Collected data:

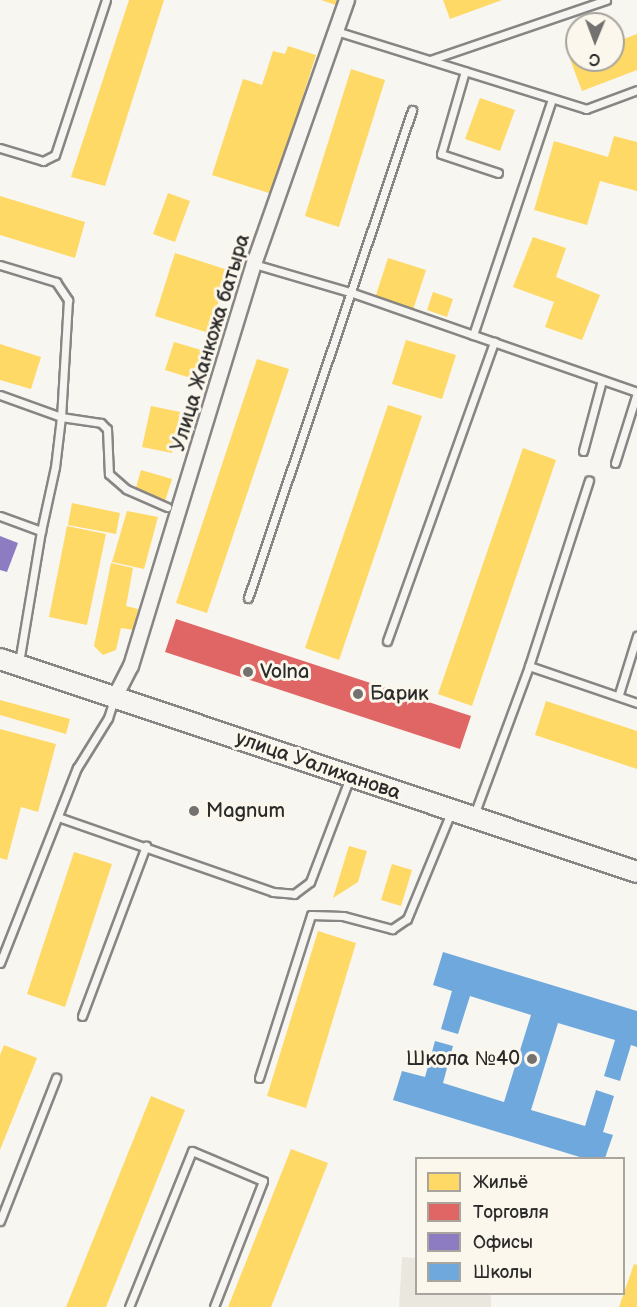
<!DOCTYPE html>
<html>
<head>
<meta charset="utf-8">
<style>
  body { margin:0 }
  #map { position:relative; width:637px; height:1307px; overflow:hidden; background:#f8f6f0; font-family:"Balsamiq Sans",sans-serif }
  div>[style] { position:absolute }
  .green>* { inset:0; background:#e9e7de }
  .homes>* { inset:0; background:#ffd966 }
  .shops>* { inset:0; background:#e06666 }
  .offices>* { inset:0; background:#8e7cc3 }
  .schools>* { inset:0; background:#6fa8dc }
  .roads { filter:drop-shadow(2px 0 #878684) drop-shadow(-2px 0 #878684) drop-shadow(0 2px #878684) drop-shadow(0 -2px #878684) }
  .service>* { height:7px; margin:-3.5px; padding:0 3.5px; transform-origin:3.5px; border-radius:3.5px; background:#f6f5f1 }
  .minor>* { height:14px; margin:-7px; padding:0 7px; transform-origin:7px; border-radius:7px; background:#f6f5f1 }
  .secondary>* { height:20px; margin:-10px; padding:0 10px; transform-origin:10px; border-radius:10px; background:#f6f5f1 }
  .dots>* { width:16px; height:16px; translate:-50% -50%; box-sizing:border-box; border:3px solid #fbf7ec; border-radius:50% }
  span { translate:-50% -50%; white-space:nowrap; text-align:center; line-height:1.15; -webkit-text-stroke:6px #fbf7ec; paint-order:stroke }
  .street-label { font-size:20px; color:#2b2b2b }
  .poi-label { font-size:20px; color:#2b2b2b }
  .left { translate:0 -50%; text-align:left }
  .right { translate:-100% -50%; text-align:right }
  .legend { position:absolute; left:415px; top:1157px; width:210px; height:138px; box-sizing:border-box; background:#fbf7ec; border:2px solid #a8a59f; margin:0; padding:8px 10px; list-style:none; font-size:18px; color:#2b2b2b }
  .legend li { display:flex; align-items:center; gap:12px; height:30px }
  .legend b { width:30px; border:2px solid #a8a59f }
  .north { position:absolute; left:565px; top:12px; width:60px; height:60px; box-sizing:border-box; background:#fbf7ec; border:2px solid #a8a59f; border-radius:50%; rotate:181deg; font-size:16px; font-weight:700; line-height:24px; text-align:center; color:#2b2b2b }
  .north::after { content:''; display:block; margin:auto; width:21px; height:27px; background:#737270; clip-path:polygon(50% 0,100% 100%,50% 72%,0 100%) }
</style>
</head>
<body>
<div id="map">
  <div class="green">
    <i style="clip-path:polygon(402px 1257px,416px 1258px,416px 1294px,491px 1294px,491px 1307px,399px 1307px)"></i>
  </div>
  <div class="homes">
    <i style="clip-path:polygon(129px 0,164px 0,105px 186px,71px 177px)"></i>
    <i style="clip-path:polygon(321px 0,342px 0,339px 6px)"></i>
    <i style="clip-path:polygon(443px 0,502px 0,450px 19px)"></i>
    <i style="clip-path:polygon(637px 34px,637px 70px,582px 91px,570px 59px,613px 60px,613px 43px)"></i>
    <i style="clip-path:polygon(288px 46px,316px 55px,272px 194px,212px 175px,243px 79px,262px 85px,273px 51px,285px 54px)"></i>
    <i style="clip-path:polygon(351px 69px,385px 80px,339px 227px,305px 216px)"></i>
    <i style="clip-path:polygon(480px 98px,515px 110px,500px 151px,465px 139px)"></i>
    <i style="clip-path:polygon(614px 136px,637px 142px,637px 191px,600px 181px,587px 225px,534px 210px,554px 141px,608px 157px)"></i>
    <i style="clip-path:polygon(168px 193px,190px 201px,175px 242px,153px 234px)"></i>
    <i style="clip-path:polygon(0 196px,85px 222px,75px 258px,0 235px)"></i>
    <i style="clip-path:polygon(533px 237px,566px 248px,556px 277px,600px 295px,582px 340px,545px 327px,554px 302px,513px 287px)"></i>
    <i style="clip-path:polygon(175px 253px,228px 270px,209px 333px,155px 316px)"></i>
    <i style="clip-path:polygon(388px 258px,426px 270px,413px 310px,375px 298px)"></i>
    <i style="clip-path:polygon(433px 292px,453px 299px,447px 317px,427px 310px)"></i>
    <i style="clip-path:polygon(406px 340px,456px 355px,442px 399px,392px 384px)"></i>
    <i style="clip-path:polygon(174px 342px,208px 352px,200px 381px,165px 370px)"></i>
    <i style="clip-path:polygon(0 344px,41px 357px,31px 389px,0 380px)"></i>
    <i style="clip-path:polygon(257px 359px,289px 369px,207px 613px,176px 603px)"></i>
    <i style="clip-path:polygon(388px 405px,422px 416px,339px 660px,305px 648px)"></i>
    <i style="clip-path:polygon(151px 406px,180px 412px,172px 453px,142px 447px)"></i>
    <i style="clip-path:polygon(523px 448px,556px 460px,472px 706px,438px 694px)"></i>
    <i style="clip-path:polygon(141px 470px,172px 479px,165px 501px,135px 491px)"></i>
    <i style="clip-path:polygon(72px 503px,120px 513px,116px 534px,68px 525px)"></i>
    <i style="clip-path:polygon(127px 511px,158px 517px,144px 569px,112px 562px)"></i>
    <i style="clip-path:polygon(67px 526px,106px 534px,87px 625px,49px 617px)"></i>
    <i style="clip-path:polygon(111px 563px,133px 568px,126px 606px,138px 609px,134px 630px,121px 628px,116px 650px,103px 655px,94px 646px)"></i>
    <i style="clip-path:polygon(0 700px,70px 719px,66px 734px,0 715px)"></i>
    <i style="clip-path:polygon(546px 701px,637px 731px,637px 769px,535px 735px)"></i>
    <i style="clip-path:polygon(0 729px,56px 744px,38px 812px,21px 807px,7px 860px,0 858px)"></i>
    <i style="clip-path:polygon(349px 846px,367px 851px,358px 882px,333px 898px)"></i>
    <i style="clip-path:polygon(74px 852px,112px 864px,65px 1007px,27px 994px)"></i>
    <i style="clip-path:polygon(392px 864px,412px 870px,401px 906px,381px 900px)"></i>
    <i style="clip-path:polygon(318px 931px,356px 943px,306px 1108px,267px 1096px)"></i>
    <i style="clip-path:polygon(4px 1045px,37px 1058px,0 1150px,0 1055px)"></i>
    <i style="clip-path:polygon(151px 1096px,185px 1110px,106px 1307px,66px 1307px)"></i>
    <i style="clip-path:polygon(291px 1149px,328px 1163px,271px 1307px,228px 1307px)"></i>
    <i style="clip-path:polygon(634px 1264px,637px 1265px,637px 1307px,619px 1307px)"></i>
  </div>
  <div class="shops">
    <i style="clip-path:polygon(176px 619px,471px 716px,460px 749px,165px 652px)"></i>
  </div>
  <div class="offices">
    <i style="clip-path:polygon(0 536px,18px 543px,7px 572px,0 570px)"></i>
  </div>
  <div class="schools">
    <i style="clip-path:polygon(443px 952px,637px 1011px,637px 1047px,631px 1045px,620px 1081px,604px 1076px,615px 1040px,558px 1023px,531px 1110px,585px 1126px,596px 1090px,614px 1096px,603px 1132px,613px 1135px,605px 1158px,583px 1158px,393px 1100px,402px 1071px,425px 1077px,435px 1041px,453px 1046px,443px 1083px,504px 1102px,531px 1015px,470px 996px,458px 1034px,441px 1029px,452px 991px,433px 985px)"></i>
  </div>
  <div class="roads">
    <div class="service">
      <i style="left:336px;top:31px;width:262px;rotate:17.3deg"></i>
      <i style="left:586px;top:109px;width:54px;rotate:-20.4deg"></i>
      <i style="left:430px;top:60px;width:186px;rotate:-18.8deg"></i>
      <i style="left:465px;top:71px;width:86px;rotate:106.1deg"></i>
      <i style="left:441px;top:154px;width:60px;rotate:18.4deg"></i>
      <i style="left:0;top:148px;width:45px;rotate:16.8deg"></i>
      <i style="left:43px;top:161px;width:13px;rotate:-27deg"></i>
      <i style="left:55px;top:155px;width:163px;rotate:-71.8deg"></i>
      <i style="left:254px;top:264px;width:100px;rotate:16.3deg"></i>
      <i style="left:350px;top:292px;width:304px;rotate:19.2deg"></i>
      <i style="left:0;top:265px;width:59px;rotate:16.9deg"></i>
      <i style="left:56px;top:282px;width:22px;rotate:56deg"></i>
      <i style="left:68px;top:300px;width:117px;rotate:93.4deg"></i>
      <i style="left:61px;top:417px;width:40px;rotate:8.5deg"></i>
      <i style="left:101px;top:423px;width:8px;rotate:45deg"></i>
      <i style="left:107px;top:429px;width:45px;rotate:87.5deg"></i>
      <i style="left:109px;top:474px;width:23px;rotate:41deg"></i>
      <i style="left:126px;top:489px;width:45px;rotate:23.7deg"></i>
      <i style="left:473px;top:335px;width:249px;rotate:-71.5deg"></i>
      <i style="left:0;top:395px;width:65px;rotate:19.8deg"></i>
      <i style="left:61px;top:417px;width:50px;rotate:96.8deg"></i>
      <i style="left:55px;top:467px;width:66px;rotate:102.3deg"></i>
      <i style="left:583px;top:451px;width:73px;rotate:-75deg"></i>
      <i style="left:615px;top:463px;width:73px;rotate:-72.6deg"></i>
      <i style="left:0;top:516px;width:44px;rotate:20.1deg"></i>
      <i style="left:41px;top:531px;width:134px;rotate:99.5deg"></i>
      <i style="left:248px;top:598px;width:515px;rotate:-71.42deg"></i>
      <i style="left:387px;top:641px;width:318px;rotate:-70.3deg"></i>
      <i style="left:529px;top:666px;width:195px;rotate:-72.1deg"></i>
      <i style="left:619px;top:694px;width:61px;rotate:-72.8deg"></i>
      <i style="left:474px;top:815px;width:159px;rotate:-69.7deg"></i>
      <i style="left:529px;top:666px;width:114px;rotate:18.9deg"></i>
      <i style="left:58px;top:817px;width:228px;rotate:19.2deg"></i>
      <i style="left:273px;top:892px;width:21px;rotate:5deg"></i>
      <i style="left:294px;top:894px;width:20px;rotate:-37deg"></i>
      <i style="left:310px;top:882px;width:112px;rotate:-69.1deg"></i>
      <i style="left:0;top:963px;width:210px;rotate:-68.5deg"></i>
      <i style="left:77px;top:768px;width:59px;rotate:-58.2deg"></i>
      <i style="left:108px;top:718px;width:20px;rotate:-72deg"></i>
      <i style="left:82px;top:1016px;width:182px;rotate:-69.4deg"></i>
      <i style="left:259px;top:1078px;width:171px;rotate:-72.3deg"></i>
      <i style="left:311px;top:915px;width:32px;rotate:2deg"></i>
      <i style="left:343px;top:916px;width:51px;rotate:14.9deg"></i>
      <i style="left:392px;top:929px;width:18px;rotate:-34deg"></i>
      <i style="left:407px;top:919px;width:116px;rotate:-67.6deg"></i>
      <i style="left:0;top:1221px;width:154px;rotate:-68.6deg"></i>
      <i style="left:129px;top:1307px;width:168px;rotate:-68deg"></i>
      <i style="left:192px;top:1151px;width:77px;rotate:22.9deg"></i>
      <i style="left:263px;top:1181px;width:135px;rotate:111.3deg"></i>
    </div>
    <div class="minor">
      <i style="left:115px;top:697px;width:35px;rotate:-63deg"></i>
      <i style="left:131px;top:666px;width:420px;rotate:-73deg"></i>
      <i style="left:254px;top:264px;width:280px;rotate:-70.6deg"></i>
    </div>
    <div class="secondary">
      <i style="left:0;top:659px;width:672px;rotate:18.49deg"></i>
    </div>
  </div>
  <div class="dots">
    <i style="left:248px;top:672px;background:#737270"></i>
    <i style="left:358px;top:694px;background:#737270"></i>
    <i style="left:194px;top:811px;background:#737270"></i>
    <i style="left:532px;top:1059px;background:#737270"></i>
  </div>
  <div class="street-label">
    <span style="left:211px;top:343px;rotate:-73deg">Улица Жанкожа батыра</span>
    <span style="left:318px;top:766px;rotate:19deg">улица Уалиханова</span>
  </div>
  <div class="poi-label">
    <span class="left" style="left:260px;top:672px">Volna</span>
    <span class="left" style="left:370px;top:694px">Барик</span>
    <span class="left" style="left:206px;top:811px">Magnum</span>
    <span class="right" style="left:520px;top:1059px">Школа №40</span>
  </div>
  <ul class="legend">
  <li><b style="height:16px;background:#ffd966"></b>Жильё</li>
  <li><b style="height:16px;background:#e06666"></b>Торговля</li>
  <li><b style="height:16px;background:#8e7cc3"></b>Офисы</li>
  <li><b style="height:16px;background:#6fa8dc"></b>Школы</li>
  </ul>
  <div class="north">С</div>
</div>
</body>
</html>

Work instructions:
Examine the records and pull out every line where the string "service" occurs.

Answer box:
  .service>* { height:7px; margin:-3.5px; padding:0 3.5px; transform-origin:3.5px; border-radius:3.5px; background:#f6f5f1 }
    <div class="service">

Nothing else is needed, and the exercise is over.